▸ **Exercise**:
Could you count how many lines of the data include "strokeStyle" and answer with the number only?

▸ **Supplied records**:
- Opening Delimiter -
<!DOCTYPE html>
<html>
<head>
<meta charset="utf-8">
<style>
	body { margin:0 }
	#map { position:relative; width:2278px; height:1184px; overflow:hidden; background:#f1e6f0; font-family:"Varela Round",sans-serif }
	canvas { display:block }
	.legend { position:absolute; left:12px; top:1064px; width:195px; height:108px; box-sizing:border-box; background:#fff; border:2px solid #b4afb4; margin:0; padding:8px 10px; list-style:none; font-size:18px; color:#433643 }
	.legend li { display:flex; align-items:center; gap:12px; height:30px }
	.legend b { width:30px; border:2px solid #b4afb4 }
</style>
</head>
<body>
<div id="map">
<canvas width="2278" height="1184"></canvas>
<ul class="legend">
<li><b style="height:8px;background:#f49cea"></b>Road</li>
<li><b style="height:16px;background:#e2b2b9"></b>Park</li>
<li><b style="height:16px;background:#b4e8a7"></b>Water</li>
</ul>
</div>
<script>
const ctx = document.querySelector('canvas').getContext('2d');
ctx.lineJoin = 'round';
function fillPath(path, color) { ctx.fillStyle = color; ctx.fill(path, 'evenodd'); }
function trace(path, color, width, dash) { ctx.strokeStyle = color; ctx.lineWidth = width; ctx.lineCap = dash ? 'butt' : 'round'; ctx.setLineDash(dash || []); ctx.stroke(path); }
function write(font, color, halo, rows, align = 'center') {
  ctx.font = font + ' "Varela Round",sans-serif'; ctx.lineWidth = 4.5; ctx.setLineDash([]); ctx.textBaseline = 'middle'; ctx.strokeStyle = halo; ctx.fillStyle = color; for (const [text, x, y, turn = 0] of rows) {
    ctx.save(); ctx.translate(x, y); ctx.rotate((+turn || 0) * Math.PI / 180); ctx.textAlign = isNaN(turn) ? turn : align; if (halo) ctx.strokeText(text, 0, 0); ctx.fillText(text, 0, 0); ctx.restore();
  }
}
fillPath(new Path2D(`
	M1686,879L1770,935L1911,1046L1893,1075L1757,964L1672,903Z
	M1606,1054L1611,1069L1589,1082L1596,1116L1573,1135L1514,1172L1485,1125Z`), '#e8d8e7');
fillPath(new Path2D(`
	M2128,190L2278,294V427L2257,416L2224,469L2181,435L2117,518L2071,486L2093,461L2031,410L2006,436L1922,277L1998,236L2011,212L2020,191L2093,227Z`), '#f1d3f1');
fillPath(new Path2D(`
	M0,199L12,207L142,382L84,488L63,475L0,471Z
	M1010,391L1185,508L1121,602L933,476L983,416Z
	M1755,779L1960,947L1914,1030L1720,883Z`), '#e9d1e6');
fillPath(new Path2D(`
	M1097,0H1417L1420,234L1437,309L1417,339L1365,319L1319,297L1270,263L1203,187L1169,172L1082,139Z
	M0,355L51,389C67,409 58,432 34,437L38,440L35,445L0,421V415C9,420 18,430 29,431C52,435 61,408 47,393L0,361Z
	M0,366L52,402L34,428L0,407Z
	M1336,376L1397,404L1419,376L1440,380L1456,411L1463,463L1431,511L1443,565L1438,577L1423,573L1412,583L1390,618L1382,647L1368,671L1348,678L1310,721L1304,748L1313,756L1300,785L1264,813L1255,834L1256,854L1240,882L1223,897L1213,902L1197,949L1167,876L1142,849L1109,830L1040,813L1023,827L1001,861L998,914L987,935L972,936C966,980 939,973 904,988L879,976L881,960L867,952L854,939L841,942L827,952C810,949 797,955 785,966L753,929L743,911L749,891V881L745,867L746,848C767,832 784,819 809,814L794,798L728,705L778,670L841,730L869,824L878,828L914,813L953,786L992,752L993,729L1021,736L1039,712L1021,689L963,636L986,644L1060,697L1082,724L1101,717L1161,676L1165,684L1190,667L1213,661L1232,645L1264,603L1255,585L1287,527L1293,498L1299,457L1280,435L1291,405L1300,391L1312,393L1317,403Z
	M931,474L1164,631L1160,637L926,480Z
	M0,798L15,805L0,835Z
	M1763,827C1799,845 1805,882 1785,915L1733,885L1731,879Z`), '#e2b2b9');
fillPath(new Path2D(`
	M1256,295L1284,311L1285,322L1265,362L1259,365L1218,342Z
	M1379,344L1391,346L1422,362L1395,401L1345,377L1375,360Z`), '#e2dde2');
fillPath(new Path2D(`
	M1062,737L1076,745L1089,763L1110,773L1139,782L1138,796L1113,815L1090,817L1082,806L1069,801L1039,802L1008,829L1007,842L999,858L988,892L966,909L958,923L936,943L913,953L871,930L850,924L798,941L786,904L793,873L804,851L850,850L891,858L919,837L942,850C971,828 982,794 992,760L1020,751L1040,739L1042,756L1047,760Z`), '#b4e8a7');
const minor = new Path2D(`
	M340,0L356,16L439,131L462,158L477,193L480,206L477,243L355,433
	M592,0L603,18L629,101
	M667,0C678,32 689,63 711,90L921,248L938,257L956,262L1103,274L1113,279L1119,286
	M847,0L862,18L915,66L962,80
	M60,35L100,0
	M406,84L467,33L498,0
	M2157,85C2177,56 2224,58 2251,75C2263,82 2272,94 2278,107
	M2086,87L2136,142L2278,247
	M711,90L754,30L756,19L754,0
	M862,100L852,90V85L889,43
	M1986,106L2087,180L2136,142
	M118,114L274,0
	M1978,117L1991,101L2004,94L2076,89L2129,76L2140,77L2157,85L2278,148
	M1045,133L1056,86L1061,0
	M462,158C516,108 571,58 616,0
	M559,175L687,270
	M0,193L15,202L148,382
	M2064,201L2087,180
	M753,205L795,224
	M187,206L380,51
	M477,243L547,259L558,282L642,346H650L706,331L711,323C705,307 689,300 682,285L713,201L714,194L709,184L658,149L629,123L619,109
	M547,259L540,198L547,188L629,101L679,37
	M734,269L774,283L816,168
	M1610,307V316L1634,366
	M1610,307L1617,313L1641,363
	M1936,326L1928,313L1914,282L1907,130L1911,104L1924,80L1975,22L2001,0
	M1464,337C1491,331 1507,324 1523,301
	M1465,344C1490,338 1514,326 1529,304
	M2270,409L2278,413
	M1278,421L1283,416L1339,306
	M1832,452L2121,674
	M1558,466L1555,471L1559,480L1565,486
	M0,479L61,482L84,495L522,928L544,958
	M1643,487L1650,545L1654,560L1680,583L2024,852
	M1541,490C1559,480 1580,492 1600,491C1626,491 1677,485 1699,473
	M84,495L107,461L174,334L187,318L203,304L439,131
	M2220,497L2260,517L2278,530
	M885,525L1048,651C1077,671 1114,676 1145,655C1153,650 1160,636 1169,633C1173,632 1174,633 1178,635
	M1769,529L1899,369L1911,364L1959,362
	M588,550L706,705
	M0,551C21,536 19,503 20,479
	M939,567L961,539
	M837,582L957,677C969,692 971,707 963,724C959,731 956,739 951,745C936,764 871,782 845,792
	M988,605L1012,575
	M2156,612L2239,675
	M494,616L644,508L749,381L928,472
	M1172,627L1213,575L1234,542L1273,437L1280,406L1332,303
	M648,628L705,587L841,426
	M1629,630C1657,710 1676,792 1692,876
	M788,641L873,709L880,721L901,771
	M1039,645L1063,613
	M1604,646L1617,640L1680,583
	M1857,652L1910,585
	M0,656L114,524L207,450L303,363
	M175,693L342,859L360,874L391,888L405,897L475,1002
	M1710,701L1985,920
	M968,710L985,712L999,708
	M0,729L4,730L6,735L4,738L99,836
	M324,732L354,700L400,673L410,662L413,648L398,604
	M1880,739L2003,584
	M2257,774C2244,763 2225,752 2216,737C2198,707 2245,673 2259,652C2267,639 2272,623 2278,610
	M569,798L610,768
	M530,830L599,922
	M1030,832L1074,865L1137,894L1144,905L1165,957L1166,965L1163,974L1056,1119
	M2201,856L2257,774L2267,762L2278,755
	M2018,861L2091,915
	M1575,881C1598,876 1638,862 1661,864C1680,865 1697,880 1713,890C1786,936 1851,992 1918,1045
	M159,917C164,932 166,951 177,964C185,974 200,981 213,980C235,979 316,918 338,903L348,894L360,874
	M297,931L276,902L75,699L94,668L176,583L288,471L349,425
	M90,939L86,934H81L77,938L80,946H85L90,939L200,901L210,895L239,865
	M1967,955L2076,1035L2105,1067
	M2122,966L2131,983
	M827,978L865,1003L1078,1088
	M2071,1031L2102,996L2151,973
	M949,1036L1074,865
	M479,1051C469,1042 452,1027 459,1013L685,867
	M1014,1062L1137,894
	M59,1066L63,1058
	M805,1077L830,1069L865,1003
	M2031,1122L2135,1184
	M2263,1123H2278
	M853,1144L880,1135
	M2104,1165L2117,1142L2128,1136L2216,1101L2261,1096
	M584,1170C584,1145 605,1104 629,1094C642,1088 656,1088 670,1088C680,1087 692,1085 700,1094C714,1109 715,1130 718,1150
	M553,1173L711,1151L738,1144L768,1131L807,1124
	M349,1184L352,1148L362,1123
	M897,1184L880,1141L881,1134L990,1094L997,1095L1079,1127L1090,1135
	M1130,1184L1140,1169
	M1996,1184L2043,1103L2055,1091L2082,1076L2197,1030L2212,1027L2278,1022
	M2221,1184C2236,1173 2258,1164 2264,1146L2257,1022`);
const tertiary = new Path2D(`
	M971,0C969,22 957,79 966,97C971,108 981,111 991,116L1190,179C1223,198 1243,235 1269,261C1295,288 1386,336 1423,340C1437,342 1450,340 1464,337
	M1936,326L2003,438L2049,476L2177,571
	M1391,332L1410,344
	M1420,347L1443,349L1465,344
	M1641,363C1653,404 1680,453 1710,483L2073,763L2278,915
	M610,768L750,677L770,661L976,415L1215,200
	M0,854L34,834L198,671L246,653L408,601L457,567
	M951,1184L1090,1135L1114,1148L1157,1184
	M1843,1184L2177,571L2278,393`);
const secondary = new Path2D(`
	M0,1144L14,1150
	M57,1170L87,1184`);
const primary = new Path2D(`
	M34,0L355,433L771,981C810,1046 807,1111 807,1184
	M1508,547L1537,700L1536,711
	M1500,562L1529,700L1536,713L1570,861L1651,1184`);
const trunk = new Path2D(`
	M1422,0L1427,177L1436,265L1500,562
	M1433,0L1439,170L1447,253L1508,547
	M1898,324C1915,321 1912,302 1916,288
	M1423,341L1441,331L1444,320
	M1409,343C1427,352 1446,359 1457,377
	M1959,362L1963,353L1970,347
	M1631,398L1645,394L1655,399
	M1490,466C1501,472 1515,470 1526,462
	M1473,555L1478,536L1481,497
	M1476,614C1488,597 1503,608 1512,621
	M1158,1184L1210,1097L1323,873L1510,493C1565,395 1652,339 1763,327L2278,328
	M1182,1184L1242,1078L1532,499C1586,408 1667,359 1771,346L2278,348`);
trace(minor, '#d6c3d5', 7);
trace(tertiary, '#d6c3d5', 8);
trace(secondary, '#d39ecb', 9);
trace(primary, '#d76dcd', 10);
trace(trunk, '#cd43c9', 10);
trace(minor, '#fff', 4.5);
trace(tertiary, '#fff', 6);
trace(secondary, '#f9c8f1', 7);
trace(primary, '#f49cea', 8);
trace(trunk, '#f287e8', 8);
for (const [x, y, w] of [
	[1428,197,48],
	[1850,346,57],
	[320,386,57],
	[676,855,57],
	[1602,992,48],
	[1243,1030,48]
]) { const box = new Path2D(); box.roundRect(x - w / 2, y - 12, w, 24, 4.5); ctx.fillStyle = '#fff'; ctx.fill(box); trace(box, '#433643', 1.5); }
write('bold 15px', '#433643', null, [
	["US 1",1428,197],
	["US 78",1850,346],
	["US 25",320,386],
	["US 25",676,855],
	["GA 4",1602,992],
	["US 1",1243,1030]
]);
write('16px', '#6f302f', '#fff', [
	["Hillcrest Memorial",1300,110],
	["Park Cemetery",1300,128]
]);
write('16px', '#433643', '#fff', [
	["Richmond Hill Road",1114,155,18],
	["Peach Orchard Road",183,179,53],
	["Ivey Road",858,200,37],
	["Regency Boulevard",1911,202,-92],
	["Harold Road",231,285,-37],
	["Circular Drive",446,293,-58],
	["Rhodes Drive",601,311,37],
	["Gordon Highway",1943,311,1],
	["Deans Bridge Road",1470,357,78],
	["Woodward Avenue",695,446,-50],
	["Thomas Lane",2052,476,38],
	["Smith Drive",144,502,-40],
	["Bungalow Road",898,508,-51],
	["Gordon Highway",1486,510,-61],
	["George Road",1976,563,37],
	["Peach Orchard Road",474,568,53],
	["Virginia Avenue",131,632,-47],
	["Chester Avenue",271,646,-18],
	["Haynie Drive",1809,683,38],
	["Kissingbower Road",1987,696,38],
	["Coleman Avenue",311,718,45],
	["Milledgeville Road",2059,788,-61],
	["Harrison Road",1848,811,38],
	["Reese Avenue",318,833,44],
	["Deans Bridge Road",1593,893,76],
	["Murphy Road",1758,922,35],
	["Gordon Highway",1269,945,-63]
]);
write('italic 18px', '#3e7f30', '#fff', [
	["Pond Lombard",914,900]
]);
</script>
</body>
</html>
- Closing Delimiter -
▸ **Reply to the exercise**:
2